Anyways, shall we get to the real star of the show, the data? Here are some random observations that I have made:

  • Houston’s defence: While its rim protection is below average, its 3 point defence is insanely good. This is the secret to their elite defence, the combination of Patrick Beverley, Trevor Ariza, and … of course Harden (who by some miracle is still top 10 in defensive win shares.) Another hypothesis worth looking into: They have really mobile big men who have no problem defending guards to the 3 point line
  • (Fun with small samples) As a Clipper, Austin Rivers iso’s more than Kobe
  • (Fun with small samples) As a spot up shooter in Boston, Tayshaun Prince has a higher PPP than Kyle Korver
  • The Andre Drummond post up experiment is failing badly. He has 0.67 PPP while taking more post up shots than Jonas Valanciunas.

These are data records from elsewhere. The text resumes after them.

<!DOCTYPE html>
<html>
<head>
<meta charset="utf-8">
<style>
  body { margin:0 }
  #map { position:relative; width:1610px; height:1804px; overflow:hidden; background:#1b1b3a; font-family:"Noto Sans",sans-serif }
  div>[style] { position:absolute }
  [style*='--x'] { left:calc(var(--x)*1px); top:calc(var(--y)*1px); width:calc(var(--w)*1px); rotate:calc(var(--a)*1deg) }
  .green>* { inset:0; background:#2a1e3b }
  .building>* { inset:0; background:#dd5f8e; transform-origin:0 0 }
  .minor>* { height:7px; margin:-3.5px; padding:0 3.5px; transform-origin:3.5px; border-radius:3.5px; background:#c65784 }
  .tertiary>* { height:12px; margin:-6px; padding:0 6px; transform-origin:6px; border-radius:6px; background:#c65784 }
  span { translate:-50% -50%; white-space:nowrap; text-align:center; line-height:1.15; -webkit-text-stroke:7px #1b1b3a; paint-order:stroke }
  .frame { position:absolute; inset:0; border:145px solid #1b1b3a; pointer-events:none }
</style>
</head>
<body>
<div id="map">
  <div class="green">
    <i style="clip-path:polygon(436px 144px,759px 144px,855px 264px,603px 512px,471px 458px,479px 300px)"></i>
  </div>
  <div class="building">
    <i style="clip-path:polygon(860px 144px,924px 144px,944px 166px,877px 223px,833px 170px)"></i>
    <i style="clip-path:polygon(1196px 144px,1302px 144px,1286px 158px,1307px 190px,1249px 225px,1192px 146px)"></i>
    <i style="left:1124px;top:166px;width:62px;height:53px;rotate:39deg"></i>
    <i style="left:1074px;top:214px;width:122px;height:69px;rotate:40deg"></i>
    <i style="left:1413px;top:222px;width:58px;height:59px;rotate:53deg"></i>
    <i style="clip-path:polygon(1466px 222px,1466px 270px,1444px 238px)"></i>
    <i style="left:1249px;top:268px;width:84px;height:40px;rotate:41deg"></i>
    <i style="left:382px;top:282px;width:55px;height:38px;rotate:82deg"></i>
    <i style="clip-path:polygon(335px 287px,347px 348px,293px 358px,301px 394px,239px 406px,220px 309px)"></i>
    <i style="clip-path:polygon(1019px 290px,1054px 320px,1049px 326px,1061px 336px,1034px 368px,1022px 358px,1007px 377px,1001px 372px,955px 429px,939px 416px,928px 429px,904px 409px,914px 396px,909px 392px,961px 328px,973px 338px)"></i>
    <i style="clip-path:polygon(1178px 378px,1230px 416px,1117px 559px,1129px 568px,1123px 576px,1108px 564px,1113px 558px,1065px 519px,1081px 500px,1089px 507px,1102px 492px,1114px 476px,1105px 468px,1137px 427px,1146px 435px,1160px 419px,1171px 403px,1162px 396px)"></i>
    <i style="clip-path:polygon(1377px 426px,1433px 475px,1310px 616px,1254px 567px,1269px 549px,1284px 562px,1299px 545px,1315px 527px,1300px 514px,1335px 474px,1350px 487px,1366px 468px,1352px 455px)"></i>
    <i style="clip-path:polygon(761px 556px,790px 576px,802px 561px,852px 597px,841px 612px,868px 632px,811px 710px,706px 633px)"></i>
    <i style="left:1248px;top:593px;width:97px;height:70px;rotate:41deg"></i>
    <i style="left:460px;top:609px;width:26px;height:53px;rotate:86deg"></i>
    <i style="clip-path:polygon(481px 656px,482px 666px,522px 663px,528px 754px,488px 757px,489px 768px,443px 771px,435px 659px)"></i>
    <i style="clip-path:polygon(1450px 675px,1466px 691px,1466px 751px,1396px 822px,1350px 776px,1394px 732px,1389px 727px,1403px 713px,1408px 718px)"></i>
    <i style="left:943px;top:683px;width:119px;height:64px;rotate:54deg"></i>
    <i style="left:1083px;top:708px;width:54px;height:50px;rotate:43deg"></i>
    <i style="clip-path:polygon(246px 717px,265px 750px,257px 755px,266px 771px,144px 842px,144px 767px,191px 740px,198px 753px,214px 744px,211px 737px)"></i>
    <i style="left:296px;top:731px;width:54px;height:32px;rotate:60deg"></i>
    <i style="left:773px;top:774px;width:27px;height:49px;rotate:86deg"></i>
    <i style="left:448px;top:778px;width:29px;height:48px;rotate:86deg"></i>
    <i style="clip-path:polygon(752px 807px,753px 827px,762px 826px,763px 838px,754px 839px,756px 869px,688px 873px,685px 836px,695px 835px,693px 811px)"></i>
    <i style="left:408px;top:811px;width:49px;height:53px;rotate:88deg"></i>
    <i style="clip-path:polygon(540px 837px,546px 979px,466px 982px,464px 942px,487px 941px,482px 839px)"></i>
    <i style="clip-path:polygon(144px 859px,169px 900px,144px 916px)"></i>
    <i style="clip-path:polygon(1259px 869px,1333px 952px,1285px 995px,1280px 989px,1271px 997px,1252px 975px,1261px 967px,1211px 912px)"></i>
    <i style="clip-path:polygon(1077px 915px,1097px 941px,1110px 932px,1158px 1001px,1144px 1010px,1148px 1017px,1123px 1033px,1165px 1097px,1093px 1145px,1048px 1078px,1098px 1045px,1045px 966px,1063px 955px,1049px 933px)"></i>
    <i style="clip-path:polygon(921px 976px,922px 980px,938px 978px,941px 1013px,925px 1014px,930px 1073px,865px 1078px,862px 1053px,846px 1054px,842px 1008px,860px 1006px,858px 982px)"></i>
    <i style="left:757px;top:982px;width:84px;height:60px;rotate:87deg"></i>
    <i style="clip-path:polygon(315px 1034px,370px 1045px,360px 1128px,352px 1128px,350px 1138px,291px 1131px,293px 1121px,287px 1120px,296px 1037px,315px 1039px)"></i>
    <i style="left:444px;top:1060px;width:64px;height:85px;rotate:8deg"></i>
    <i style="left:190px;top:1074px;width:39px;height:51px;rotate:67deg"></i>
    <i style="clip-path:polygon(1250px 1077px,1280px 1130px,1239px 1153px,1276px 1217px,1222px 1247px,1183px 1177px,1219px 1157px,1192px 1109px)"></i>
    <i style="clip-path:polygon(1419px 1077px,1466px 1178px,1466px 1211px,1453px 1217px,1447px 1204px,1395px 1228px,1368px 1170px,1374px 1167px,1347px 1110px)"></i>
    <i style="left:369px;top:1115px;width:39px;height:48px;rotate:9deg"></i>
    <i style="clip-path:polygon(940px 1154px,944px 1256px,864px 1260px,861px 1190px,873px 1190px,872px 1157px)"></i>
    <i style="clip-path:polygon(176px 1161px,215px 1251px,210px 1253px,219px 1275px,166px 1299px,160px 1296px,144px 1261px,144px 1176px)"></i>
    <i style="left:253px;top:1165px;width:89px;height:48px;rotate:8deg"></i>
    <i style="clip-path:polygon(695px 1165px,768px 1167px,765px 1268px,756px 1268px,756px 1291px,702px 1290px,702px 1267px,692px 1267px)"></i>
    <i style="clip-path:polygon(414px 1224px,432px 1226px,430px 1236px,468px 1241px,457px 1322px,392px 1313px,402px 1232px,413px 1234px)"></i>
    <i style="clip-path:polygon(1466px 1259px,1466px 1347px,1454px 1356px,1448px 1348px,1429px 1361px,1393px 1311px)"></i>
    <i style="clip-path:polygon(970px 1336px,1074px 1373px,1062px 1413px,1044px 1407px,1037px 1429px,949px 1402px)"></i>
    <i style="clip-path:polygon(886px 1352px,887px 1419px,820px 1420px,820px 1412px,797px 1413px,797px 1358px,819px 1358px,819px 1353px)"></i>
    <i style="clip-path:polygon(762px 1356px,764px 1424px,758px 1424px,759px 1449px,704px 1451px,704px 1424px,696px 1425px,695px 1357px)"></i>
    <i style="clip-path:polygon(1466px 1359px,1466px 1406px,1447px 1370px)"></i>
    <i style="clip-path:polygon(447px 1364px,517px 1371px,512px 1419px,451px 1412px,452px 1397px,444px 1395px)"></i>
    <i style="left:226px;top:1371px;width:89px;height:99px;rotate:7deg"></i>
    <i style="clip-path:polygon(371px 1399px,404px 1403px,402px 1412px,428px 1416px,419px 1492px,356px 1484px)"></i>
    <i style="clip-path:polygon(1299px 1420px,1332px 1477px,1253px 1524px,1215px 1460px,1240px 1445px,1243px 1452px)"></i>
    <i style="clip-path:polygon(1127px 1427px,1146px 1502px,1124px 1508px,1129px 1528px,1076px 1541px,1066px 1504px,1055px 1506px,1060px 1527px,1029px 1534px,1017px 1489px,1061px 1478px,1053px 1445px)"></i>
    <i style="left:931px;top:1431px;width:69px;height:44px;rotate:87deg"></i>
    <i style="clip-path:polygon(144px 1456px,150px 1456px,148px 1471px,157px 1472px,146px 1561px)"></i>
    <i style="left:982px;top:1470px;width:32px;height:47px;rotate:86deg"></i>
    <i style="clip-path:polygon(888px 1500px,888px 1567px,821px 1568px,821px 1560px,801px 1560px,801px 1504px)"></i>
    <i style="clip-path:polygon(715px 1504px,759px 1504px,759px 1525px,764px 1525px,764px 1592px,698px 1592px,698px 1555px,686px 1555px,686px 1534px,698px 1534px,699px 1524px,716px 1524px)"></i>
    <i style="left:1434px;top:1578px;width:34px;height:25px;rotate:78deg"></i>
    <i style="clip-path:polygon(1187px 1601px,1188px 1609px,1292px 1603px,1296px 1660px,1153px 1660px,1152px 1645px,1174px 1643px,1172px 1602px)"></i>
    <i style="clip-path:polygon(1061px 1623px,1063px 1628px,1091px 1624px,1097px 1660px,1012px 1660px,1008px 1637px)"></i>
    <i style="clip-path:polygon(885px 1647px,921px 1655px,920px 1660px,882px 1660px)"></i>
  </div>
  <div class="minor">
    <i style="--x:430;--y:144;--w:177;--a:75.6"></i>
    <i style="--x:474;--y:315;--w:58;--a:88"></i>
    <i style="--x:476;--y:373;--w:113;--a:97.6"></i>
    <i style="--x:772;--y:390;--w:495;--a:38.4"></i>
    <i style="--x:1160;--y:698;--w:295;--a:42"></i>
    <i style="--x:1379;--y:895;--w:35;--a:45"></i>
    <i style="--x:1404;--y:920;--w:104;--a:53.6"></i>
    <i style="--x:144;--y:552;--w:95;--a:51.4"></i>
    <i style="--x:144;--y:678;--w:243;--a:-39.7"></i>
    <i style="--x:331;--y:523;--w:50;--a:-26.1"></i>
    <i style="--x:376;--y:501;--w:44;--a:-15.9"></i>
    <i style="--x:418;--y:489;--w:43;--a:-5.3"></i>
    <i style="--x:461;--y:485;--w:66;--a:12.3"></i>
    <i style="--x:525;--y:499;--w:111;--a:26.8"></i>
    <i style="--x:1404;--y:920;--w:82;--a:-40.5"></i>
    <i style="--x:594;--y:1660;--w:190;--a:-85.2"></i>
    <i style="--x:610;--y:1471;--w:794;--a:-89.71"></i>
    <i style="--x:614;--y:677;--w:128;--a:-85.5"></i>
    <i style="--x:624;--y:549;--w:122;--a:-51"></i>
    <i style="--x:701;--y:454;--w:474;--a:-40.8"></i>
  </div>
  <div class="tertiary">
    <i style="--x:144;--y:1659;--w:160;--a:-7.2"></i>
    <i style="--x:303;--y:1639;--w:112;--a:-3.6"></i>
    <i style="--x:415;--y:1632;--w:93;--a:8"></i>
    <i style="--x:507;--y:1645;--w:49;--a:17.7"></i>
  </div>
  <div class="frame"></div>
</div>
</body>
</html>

  • Valanciunas is an elite post-up player with not enough touches. His 0.93 PPP is right around Griffin, Jefferson, Nowitzki, and Boogie
  • Durant vs Westbrook debate. Both take the same number of iso’s but while Durant is at the top of the mountain for PPP, Westbrook doesn’t even crack the top 100. Hmmmm…..
  • Drummond is 1st with 205 put back attempts. Next highest is Vucevic with nearly half at 113. What can you say, man forms a ******* wall
  • (Fun with SSS) In transition Tyler Hansborough
  • Although one would expect Boogie to be a transition monster, he has turned the ball over almost 40% of the time.

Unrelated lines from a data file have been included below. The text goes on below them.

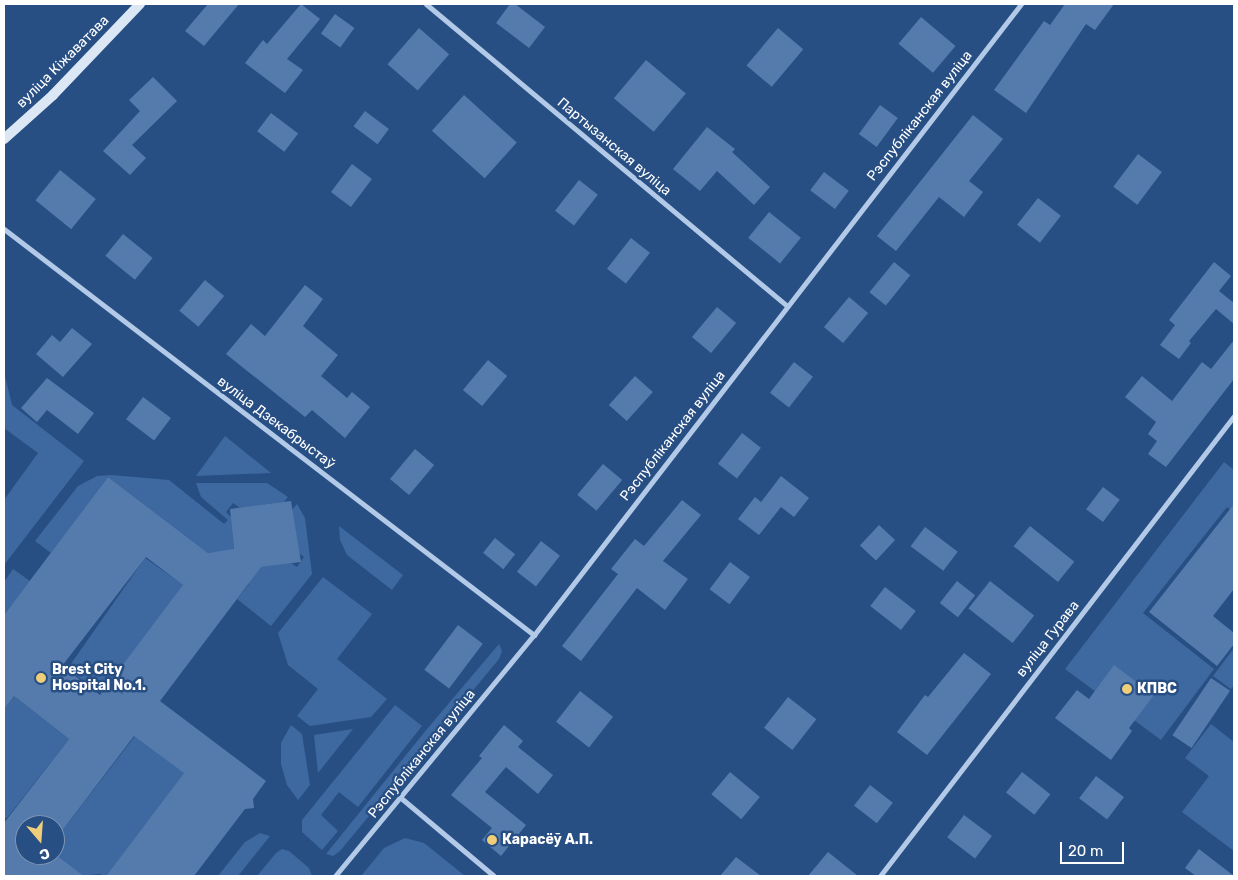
<!DOCTYPE html>
<meta charset="utf-8">
<style>
body{margin:0}
#map{position:relative;width:1238px;height:880px;overflow:hidden;background:#284f84;font-family:Rubik,sans-serif}
div>[style]{position:absolute}
[style*='--x']{left:calc(var(--x)*1px);top:calc(var(--y)*1px);width:calc(var(--w)*1px);rotate:calc(var(--a)*1deg)}
.green>*{inset:0;background:#3d69a0;transform-origin:0 0}
.building>*{inset:0;background:#557bad;transform-origin:0 0}
.street>*{height:5px;margin:-2.5px;padding:0 2.5px;transform-origin:2.5px;border-radius:2.5px;background:#b2cae7}
.secondary>*{height:10px;margin:-5px;padding:0 5px;transform-origin:5px;border-radius:5px;background:#dce7f6}
.dots>*{width:14px;height:14px;translate:-50% -50%;box-sizing:border-box;border:2px solid #284f84;border-radius:50%}
span{translate:-50% -50%;white-space:nowrap;text-align:center;line-height:1.15;-webkit-text-stroke:5px #284f84;paint-order:stroke}
.street-label{font-size:14px;color:#fff}
.poi-label{font-size:14px;color:#fff;font-weight:700}
.left{translate:0 -50%;text-align:left}
.frame{position:absolute;inset:0;border:5px solid #fff;pointer-events:none}
.north{position:absolute;left:15px;top:815px;width:50px;height:50px;box-sizing:border-box;background:#284f84;border:1px solid #7e95b5;border-radius:50%;rotate:162deg;font-size:14px;font-weight:700;line-height:20px;text-align:center;color:#fff}
.north::after{content:'';display:block;margin:auto;width:18px;height:22px;background:#efce79;clip-path:polygon(50% 0,100% 100%,50% 72%,0 100%)}
.scale{position:absolute;left:1060px;top:842px;width:64px;height:22px;box-sizing:border-box;border:2px solid #fff;border-top:0;padding-left:6px;font-size:15px;line-height:18px;white-space:nowrap;color:#fff;-webkit-text-stroke:4px #284f84;paint-order:stroke}
</style>
<div id="map">
<div class="green">
<i style="clip-path:polygon(4px 372px,12px 405px,84px 461px,4px 565px,4px 500px,38px 453px,4px 428px)"></i>
<i style="clip-path:polygon(225px 436px,271px 473px,196px 476px)"></i>
<i style="clip-path:polygon(1224px 462px,1234px 470px,1234px 513px,1227px 507px,1143px 613px,1214px 669px,1161px 740px,1065px 669px)"></i>
<i style="clip-path:polygon(111px 475px,169px 480px,224px 524px,228px 520px,201px 497px,196px 483px,267px 483px,288px 497px,284px 502px,240px 508px,233px 503px,226px 512px,231px 517px,235px 562px,216px 559px,215px 552px,208px 553px,108px 477px,51px 553px,35px 541px,78px 486px,97px 476px)"></i>
<i style="clip-path:polygon(297px 504px,305px 518px,312px 574px,271px 626px,237px 599px,249px 584px,239px 576px,244px 569px,291px 563px,297px 567px,304px 557px,299px 553px,292px 510px)"></i>
<i style="clip-path:polygon(339px 526px,403px 575px,392px 590px,347px 555px,340px 540px)"></i>
<i style="left:145px;top:558px;width:47px;height:136px;rotate:35deg"></i>
<i style="clip-path:polygon(13px 569px,30px 581px,4px 615px,4px 582px)"></i>
<i style="clip-path:polygon(323px 577px,372px 614px,337px 659px,387px 699px,371px 717px,310px 726px,297px 716px,318px 689px,288px 665px,278px 633px)"></i>
<i style="clip-path:polygon(499px 644px,502px 651px,499px 659px,340px 851px,333px 856px,326px 854px,427px 729px)"></i>
<i style="clip-path:polygon(1234px 648px,1234px 685px,1231px 689px,1213px 676px)"></i>
<i style="clip-path:polygon(14px 696px,69px 739px,7px 818px,4px 818px,4px 709px)"></i>
<i style="clip-path:polygon(395px 705px,422px 726px,358px 807px,339px 792px,321px 815px,338px 831px,322px 850px,302px 832px,302px 820px)"></i>
<i style="clip-path:polygon(1211px 724px,1234px 742px,1234px 851px,1182px 812px,1209px 776px,1185px 758px)"></i>
<i style="clip-path:polygon(291px 725px,302px 734px,310px 785px,298px 800px,287px 785px,281px 764px,281px 743px)"></i>
<i style="clip-path:polygon(353px 729px,318px 773px,314px 735px)"></i>
<i style="clip-path:polygon(135px 736px,185px 772px,106px 876px,99px 874px,84px 876px,55px 854px,55px 840px)"></i>
<i style="clip-path:polygon(260px 833px,270px 836px,238px 876px,218px 876px,245px 842px)"></i>
<i style="clip-path:polygon(405px 838px,424px 843px,465px 876px,361px 876px,384px 848px)"></i>
<i style="clip-path:polygon(282px 849px,289px 851px,309px 868px,312px 876px,257px 876px,276px 853px)"></i>
</div>
<div class="building">
<i style="clip-path:polygon(208px 4px,239px 4px,204px 46px,185px 31px)"></i>
<i style="clip-path:polygon(301px 4px,320px 19px,287px 59px,303px 70px,285px 93px,245px 63px,263px 40px,267px 44px)"></i>
<i style="clip-path:polygon(510px 4px,515px 4px,545px 27px,529px 48px,496px 23px)"></i>
<i style="clip-path:polygon(1065px 4px,1114px 4px,1095px 30px,1086px 24px,1026px 113px,994px 90px,1044px 21px,1050px 25px)"></i>
<i style="left:335px;top:14px;width:24px;height:24px;rotate:36deg"></i>
<i style="left:921px;top:17px;width:45px;height:35px;rotate:40deg"></i>
<i style="left:419px;top:28px;width:40px;height:48px;rotate:41deg"></i>
<i style="left:778px;top:28px;width:33px;height:49px;rotate:40deg"></i>
<i style="left:646px;top:60px;width:52px;height:50px;rotate:40deg"></i>
<i style="clip-path:polygon(153px 77px,177px 101px,132px 145px,146px 158px,130px 175px,103px 151px,140px 111px,129px 100px)"></i>
<i style="left:464px;top:95px;width:71px;height:48px;rotate:42deg"></i>
<i style="left:880px;top:105px;width:22px;height:36px;rotate:36deg"></i>
<i style="left:365px;top:111px;width:30px;height:19px;rotate:37deg"></i>
<i style="left:271px;top:113px;width:34px;height:23px;rotate:37deg"></i>
<i style="clip-path:polygon(973px 115px,1003px 139px,969px 181px,983px 192px,964px 217px,939px 197px,896px 251px,877px 236px)"></i>
<i style="clip-path:polygon(707px 127px,735px 149px,732px 152px,770px 187px,754px 205px,717px 171px,700px 191px,673px 169px)"></i>
<i style="left:1138px;top:154px;width:30px;height:41px;rotate:37deg"></i>
<i style="left:352px;top:164px;width:25px;height:35px;rotate:37deg"></i>
<i style="left:60px;top:170px;width:46px;height:39px;rotate:39deg"></i>
<i style="left:824px;top:172px;width:31px;height:23px;rotate:37deg"></i>
<i style="left:579px;top:180px;width:24px;height:39px;rotate:38deg"></i>
<i style="left:1038px;top:198px;width:29px;height:34px;rotate:38deg"></i>
<i style="left:769px;top:212px;width:41px;height:33px;rotate:39deg"></i>
<i style="left:123px;top:234px;width:38px;height:28px;rotate:39deg"></i>
<i style="left:631px;top:238px;width:24px;height:39px;rotate:38deg"></i>
<i style="left:894px;top:262px;width:21px;height:39px;rotate:39deg"></i>
<i style="clip-path:polygon(1214px 262px,1231px 276px,1219px 291px,1234px 303px,1234px 324px,1216px 309px,1189px 341px,1191px 343px,1179px 359px,1160px 345px,1175px 325px,1169px 320px)"></i>
<i style="left:205px;top:280px;width:25px;height:40px;rotate:40deg"></i>
<i style="clip-path:polygon(305px 285px,323px 299px,303px 326px,338px 355px,321px 376px,347px 398px,352px 392px,370px 407px,345px 438px,312px 410px,305px 417px,226px 354px,251px 324px,265px 336px)"></i>
<i style="left:849px;top:297px;width:25px;height:39px;rotate:40deg"></i>
<i style="left:717px;top:307px;width:25px;height:39px;rotate:40deg"></i>
<i style="clip-path:polygon(72px 328px,92px 344px,63px 377px,36px 354px,52px 335px,60px 342px)"></i>
<i style="clip-path:polygon(1234px 340px,1234px 379px,1166px 467px,1148px 454px,1157px 441px,1148px 434px,1156px 422px,1125px 397px,1142px 376px,1172px 401px,1202px 362px,1211px 369px)"></i>
<i style="left:488px;top:360px;width:25px;height:39px;rotate:40deg"></i>
<i style="left:794px;top:362px;width:24px;height:39px;rotate:38deg"></i>
<i style="left:635px;top:376px;width:24px;height:39px;rotate:42deg"></i>
<i style="clip-path:polygon(47px 378px,94px 413px,78px 434px,47px 410px,37px 422px,21px 408px)"></i>
<i style="left:143px;top:397px;width:35px;height:28px;rotate:37deg"></i>
<i style="left:742px;top:433px;width:24px;height:39px;rotate:38deg"></i>
<i style="left:415px;top:449px;width:25px;height:39px;rotate:40deg"></i>
<i style="left:603px;top:464px;width:25px;height:40px;rotate:40deg"></i>
<i style="clip-path:polygon(781px 476px,809px 498px,794px 517px,781px 507px,759px 535px,738px 519px,755px 497px,761px 502px)"></i>
<i style="clip-path:polygon(evenodd,108px 477px,208px 553px,234px 549px,230px 509px,291px 501px,301px 562px,261px 567px,160px 701px,266px 781px,253px 799px,254px 808px,245px 809px,194px 876px,106px 876px,184px 773px,134px 736px,55px 840px,55px 825px,25px 825px,25px 855px,55px 854px,84px 876px,4px 876px,4px 823px,69px 739px,14px 696px,4px 709px,4px 615px,108px 477px,146px 557px,183px 585px,100px 695px,62px 666px,146px 557px)"></i>
<i style="left:1103px;top:487px;width:21px;height:28px;rotate:37deg"></i>
<i style="clip-path:polygon(682px 500px,701px 515px,663px 561px,688px 579px,665px 610px,637px 588px,581px 661px,562px 646px,618px 574px,611px 569px,635px 539px,644px 546px)"></i>
<i style="clip-path:polygon(1234px 504px,1234px 589px,1213px 616px,1234px 633px,1234px 644px,1217px 666px,1149px 612px)"></i>
<i style="left:879px;top:525px;width:22px;height:28px;rotate:43deg"></i>
<i style="left:1030px;top:526px;width:57px;height:26px;rotate:39deg"></i>
<i style="left:925px;top:527px;width:41px;height:24px;rotate:37deg"></i>
<i style="left:495px;top:538px;width:26px;height:19px;rotate:39deg"></i>
<i style="left:541px;top:541px;width:24px;height:39px;rotate:38deg"></i>
<i style="left:730px;top:562px;width:25px;height:34px;rotate:37deg"></i>
<i style="left:957px;top:581px;width:23px;height:28px;rotate:38deg"></i>
<i style="left:990px;top:581px;width:56px;height:35px;rotate:38deg"></i>
<i style="left:885px;top:587px;width:39px;height:24px;rotate:38deg"></i>
<i style="left:458px;top:625px;width:31px;height:56px;rotate:37deg"></i>
<i style="clip-path:polygon(964px 653px,991px 674px,927px 755px,897px 732px,925px 695px,928px 697px)"></i>
<i style="clip-path:polygon(1114px 665px,1154px 695px,1129px 728px,1132px 731px,1111px 760px,1055px 718px,1077px 690px,1089px 699px)"></i>
<i style="left:1211px;top:678px;width:23px;height:69px;rotate:34deg"></i>
<i style="left:580px;top:691px;width:42px;height:39px;rotate:38deg"></i>
<i style="left:788px;top:697px;width:36px;height:39px;rotate:38deg"></i>
<i style="clip-path:polygon(504px 725px,523px 741px,518px 747px,553px 775px,538px 794px,506px 767px,485px 792px,526px 825px,501px 856px,482px 840px,492px 828px,451px 795px,482px 758px,479px 756px)"></i>
<i style="left:730px;top:772px;width:39px;height:29px;rotate:40deg"></i>
<i style="left:1022px;top:772px;width:36px;height:26px;rotate:38deg"></i>
<i style="left:1096px;top:776px;width:35px;height:28px;rotate:37deg"></i>
<i style="left:870px;top:785px;width:29px;height:26px;rotate:38deg"></i>
<i style="left:964px;top:815px;width:35px;height:28px;rotate:37deg"></i>
<i style="clip-path:polygon(1199px 849px,1234px 876px,1196px 876px,1185px 868px)"></i>
<i style="clip-path:polygon(828px 852px,858px 876px,808px 876px)"></i>
<i style="clip-path:polygon(736px 857px,761px 876px,720px 876px)"></i>
</div>
<div class="street">
<i style="--x:426;--y:4;--w:471;--a:39.9"></i>
<i style="--x:4;--y:229;--w:668;--a:37.45"></i>
<i style="--x:401;--y:798;--w:121;--a:40"></i>
<i style="--x:335;--y:876;--w:313;--a:-50.5"></i>
<i style="--x:534;--y:635;--w:797;--a:-52.34"></i>
<i style="--x:880;--y:876;--w:580;--a:-52.42"></i>
</div>
<div class="secondary">
<i style="--x:4;--y:139;--w:66;--a:-41.9"></i>
<i style="--x:53;--y:95;--w:126;--a:-46.3"></i>
</div>
<div class="dots">
<i style="left:41px;top:678px;background:#efce79"></i>
<i style="left:1127px;top:689px;background:#efce79"></i>
<i style="left:492px;top:840px;background:#efce79"></i>
</div>
<div class="street-label">
<span style="left:63px;top:62px;rotate:-45deg">вуліца Кіжаватава</span>
<span style="left:920px;top:116px;rotate:-52deg">Рэспубліканская вуліца</span>
<span style="left:614px;top:147px;rotate:40deg">Партызанская вуліца</span>
<span style="left:276px;top:423px;rotate:37deg">вуліца Дзекабрыстаў</span>
<span style="left:673px;top:436px;rotate:-52deg">Рэспубліканская вуліца</span>
<span style="left:1048px;top:639px;rotate:-52deg">вуліца Гурава</span>
<span style="left:422px;top:754px;rotate:-51deg">Рэспубліканская вуліца</span>
</div>
<div class="poi-label">
<span class="left" style="left:52px;top:678px">Brest City<br>Hospital No.1.</span>
<span class="left" style="left:1137px;top:689px">КПВС</span>
<span class="left" style="left:502px;top:840px">Карасёў А.П.</span>
</div>
<div class="frame"></div>
<div class="north">С</div>
<div class="scale">20 m</div>
</div>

  • Do the Trail Blazers really play as a team. Lillard has 462 pick and roll possessions. Next highest? Batum with 88. Shut down Dame, shut down Portland.
  • On iso’s Jamal Crawford gets fouled more than half as many times as he actually makes a shot. Has anyone considered that? Just let him shoot? Same goes for Lou Williams.
  • I have long thought that the Raptor’s defensive woes are on the perimetre. For spot ups, they are bottom 10 in PPP, frequency, and fouls. Interestingly, they are also number 1 in turnovers caused on spot ups. Moral of the story? Stop Gambling, Toronto. That means you, Lowry.
  • The Cavaliers run iso’s more than any other team. What happened to those insipiring concepts of “team basketball?” But hey, they’re also 2nd in PPP, so whatever works, right?
  • Interesting phenomenon with Dalls big men. They average the least number of post-ups per game offensively, and yet get challenged with the fourth most number defensively. Is there a misconception that they’re soft inside? If there is, there shouldn’t be. They’re PPP on defensive post-ups is second best in the league. Tyson Chandler is elite. Even Dirk is getting in on it, with a fantastic 0.74 PPP.

As you can see, Synergy is a great tool for teasing out the nuanced aspects of the game of basketball. There’s a great deal of data out there, go try it for yourself!